YOUR ASSIGNMENT —
Set down the data below from its first line to the line holding "filter:drop-shadow(2px 0 #968a78)", inclusive; omit all pictures.

Records from a data collection:
Segment Open

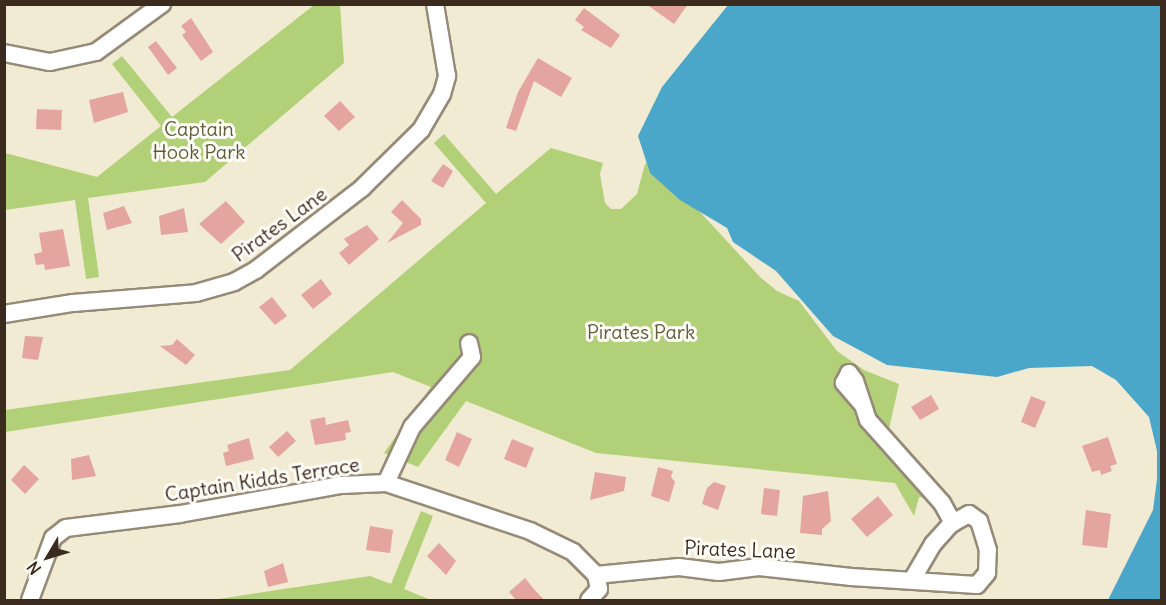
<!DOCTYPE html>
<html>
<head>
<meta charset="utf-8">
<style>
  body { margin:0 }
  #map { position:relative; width:1166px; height:605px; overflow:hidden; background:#f1ebd3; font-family:Delius,sans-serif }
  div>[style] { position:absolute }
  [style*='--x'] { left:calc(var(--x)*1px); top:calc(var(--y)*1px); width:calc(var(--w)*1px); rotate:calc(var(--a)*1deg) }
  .green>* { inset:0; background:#b1d077 }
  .water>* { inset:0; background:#4ba7c9 }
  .building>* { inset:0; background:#e4a59e }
  .roads { filter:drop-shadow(2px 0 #968a78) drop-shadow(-2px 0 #968a78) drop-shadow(0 2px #968a78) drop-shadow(0 -2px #968a78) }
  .minor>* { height:16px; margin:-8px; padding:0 8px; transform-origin:8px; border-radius:8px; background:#fff }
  span { translate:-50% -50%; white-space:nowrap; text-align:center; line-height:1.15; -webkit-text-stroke:6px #fdfcf7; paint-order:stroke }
  .park-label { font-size:20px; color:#5e5c39 }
  .street-label { font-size:20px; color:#3b2a1e }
  .frame { position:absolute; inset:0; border:6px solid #3b2a1e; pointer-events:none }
  .north { position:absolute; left:18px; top:527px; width:60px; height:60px; -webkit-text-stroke:4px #fdfcf7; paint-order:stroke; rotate:232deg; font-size:16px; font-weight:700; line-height:24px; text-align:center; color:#3b2a1e }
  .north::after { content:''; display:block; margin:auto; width:21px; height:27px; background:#3b2a1e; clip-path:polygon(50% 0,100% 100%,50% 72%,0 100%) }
</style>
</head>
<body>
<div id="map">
  <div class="green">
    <div style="clip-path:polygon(314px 5px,340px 5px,344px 63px,205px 182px,88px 198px,99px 277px,86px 279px,75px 200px,5px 210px,5px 153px,97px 177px,161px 126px,112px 64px,122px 56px,172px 117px)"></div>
    <div style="clip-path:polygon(444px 134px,496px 194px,551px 148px,603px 163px,600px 174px,605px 203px,611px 209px,621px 209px,637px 194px,645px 164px,652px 160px,761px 278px,777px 291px,799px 301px,837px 351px,864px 370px,899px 384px,889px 429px,929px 498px,919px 497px,914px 516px,895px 483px,596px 453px,466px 401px,418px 467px,384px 453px,431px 387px,393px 372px,5px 432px,5px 410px,290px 370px,486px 203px,434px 143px)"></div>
    <div style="clip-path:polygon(421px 511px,433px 516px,404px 589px,431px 600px,212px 600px,370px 576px,391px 584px)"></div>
  </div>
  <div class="water">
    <div style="clip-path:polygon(728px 5px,1161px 5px,1161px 600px,1108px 600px,1153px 510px,1157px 479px,1157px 451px,1149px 417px,1116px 380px,1092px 366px,1029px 368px,997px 377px,887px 365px,833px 336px,776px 271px,733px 242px,727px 228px,680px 200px,650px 173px,638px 136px,662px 87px)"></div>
  </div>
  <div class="building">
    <div style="clip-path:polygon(646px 4px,688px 4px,674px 24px)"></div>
    <div style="clip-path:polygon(584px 8px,620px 35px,611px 48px,581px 30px,584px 27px,575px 20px)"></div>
    <div style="clip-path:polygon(191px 18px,213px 52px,201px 61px,182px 35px,186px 32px,181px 26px)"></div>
    <div style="clip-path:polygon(156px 41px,177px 68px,168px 75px,148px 47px)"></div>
    <div style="clip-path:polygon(538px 58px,572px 78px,561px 97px,534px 81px,516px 131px,506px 128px,518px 92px)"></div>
    <div style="clip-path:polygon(123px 92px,128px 112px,94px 123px,89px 100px)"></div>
    <div style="clip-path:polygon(340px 101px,355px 117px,339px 131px,324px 116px)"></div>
    <div style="clip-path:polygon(37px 109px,62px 110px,61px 130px,36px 129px)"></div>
    <div style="clip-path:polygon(443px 164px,453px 171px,443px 188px,431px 181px)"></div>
    <div style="clip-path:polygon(402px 200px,421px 219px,421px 225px,387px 243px,403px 223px,391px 212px)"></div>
    <div style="clip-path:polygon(226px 201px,245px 222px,221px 244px,199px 224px)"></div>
    <div style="clip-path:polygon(124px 206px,132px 223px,107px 230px,103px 213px)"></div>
    <div style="clip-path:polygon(184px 208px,188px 232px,161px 235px,159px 216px)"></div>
    <div style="clip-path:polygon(367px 225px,379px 239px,349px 265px,339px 253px,349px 245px,344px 239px)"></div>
    <div style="clip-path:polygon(63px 229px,70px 266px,45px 270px,44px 264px,36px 265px,34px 254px,42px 252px,39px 233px)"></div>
    <div style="clip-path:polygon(321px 279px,332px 294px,313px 309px,301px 295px)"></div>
    <div style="clip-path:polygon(272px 297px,287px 316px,275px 325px,259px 307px)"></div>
    <div style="clip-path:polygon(25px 336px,43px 337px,38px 360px,22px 358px)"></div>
    <div style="clip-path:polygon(177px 339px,195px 355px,186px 365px,160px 346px,172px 345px)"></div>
    <div style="clip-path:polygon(931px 395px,939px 409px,920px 420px,911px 407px)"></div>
    <div style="clip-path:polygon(1031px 396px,1046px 402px,1035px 428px,1021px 422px)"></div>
    <div style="clip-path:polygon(325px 417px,326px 425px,348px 420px,351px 432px,345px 433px,346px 440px,315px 445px,310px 420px)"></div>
    <div style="clip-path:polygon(287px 431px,296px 441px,278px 457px,269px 447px)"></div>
    <div style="clip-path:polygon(457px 432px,472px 439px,459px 467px,445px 460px)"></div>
    <div style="clip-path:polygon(1108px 437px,1117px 464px,1110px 466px,1112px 471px,1101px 475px,1100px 470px,1092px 472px,1082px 446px)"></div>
    <div style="clip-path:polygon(249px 438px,254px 459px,226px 466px,223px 453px,229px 451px,227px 445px)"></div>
    <div style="clip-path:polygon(512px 439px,534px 448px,526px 468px,504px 459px)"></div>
    <div style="clip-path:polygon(89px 455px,96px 476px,72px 480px,71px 459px)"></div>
    <div style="clip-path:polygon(24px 465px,39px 479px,25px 494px,11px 480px)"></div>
    <div style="clip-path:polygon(658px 467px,673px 471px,671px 477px,675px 482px,669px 502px,651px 496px)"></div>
    <div style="clip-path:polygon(595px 472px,626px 477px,624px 491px,590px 500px)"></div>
    <div style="clip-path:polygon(714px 482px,726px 486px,718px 510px,702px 504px,707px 488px)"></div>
    <div style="clip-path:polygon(764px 488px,780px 490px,777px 516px,761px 514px)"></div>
    <div style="clip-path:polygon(828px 491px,831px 521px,822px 529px,822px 535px,800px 533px,803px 496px)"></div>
    <div style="clip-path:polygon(878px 496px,893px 515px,867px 537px,851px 519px)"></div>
    <div style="clip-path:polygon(1086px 510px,1111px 514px,1107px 548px,1082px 545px)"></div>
    <div style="clip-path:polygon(370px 526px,393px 530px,390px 553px,366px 550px)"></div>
    <div style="clip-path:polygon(439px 543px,456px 561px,446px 575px,427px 556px)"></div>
    <div style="clip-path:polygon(283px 563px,288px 582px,268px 587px,264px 571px)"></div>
    <div style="clip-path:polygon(525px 578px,533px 588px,544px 600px,516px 600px,509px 592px)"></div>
  </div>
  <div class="roads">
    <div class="minor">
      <div style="--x:4;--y:53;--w:47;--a:11.1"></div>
      <div style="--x:50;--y:62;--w:47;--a:-12.3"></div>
      <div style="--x:96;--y:52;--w:82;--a:-36"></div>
      <div style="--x:4;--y:314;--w:70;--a:-9.1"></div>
      <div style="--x:73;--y:303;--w:123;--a:-4.6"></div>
      <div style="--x:196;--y:293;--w:40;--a:-16"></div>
      <div style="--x:234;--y:282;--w:26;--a:-29"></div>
      <div style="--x:257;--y:269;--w:133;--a:-37.6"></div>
      <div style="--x:362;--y:188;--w:83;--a:-44.5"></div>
      <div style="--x:421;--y:130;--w:42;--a:-59.7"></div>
      <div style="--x:442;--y:94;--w:19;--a:-74"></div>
      <div style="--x:447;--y:76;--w:73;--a:-99.5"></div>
      <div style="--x:862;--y:404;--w:28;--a:-131"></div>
      <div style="--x:844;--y:383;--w:11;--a:-63"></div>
      <div style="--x:849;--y:373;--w:10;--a:53"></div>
      <div style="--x:855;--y:381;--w:41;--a:71.6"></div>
      <div style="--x:868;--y:420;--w:111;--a:48.3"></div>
      <div style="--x:942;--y:503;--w:23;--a:61"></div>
      <div style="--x:386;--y:483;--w:62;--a:-65.1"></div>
      <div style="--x:412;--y:427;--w:92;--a:-49.4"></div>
      <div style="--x:472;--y:357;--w:14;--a:-102"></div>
      <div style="--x:30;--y:600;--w:66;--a:-69.6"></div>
      <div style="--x:53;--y:538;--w:16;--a:-38"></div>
      <div style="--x:66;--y:528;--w:115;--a:-7"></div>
      <div style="--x:180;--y:514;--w:164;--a:-10.2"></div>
      <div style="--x:341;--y:485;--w:45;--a:-2.5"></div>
      <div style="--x:386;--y:483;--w:152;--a:18.4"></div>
      <div style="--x:530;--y:531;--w:48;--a:26"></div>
      <div style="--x:573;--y:552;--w:33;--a:45"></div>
      <div style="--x:589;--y:600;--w:15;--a:-48"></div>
      <div style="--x:599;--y:589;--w:14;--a:-102"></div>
      <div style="--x:596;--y:575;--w:83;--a:-5.5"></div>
      <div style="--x:679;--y:567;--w:40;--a:7.1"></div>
      <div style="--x:719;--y:572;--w:40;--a:-7.1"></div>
      <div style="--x:759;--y:567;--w:93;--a:6.2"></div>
      <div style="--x:851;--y:577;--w:126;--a:3.6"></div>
      <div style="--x:977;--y:585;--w:16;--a:-50"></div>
      <div style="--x:987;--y:573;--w:23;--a:-88"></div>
      <div style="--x:988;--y:550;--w:30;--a:-107"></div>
      <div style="--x:979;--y:521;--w:12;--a:-145"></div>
      <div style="--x:969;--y:514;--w:21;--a:151"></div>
      <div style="--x:951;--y:524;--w:27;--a:132"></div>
      <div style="--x:933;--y:544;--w:42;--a:120.3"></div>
    </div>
  </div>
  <div class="park-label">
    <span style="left:199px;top:140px">Captain<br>Hook Park</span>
    <span style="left:641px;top:331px">Pirates Park</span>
  </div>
  <div class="street-label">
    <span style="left:279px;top:224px;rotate:-36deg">Pirates Lane</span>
    <span style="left:262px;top:479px;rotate:-9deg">Captain Kidds Terrace</span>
    <span style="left:740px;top:549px;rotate:2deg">Pirates Lane</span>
  </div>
  <div class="frame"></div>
  <div class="north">N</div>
</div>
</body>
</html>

Segment Closed

REPLY —
<!DOCTYPE html>
<html>
<head>
<meta charset="utf-8">
<style>
  body { margin:0 }
  #map { position:relative; width:1166px; height:605px; overflow:hidden; background:#f1ebd3; font-family:Delius,sans-serif }
  div>[style] { position:absolute }
  [style*='--x'] { left:calc(var(--x)*1px); top:calc(var(--y)*1px); width:calc(var(--w)*1px); rotate:calc(var(--a)*1deg) }
  .green>* { inset:0; background:#b1d077 }
  .water>* { inset:0; background:#4ba7c9 }
  .building>* { inset:0; background:#e4a59e }
  .roads { filter:drop-shadow(2px 0 #968a78) drop-shadow(-2px 0 #968a78) drop-shadow(0 2px #968a78) drop-shadow(0 -2px #968a78) }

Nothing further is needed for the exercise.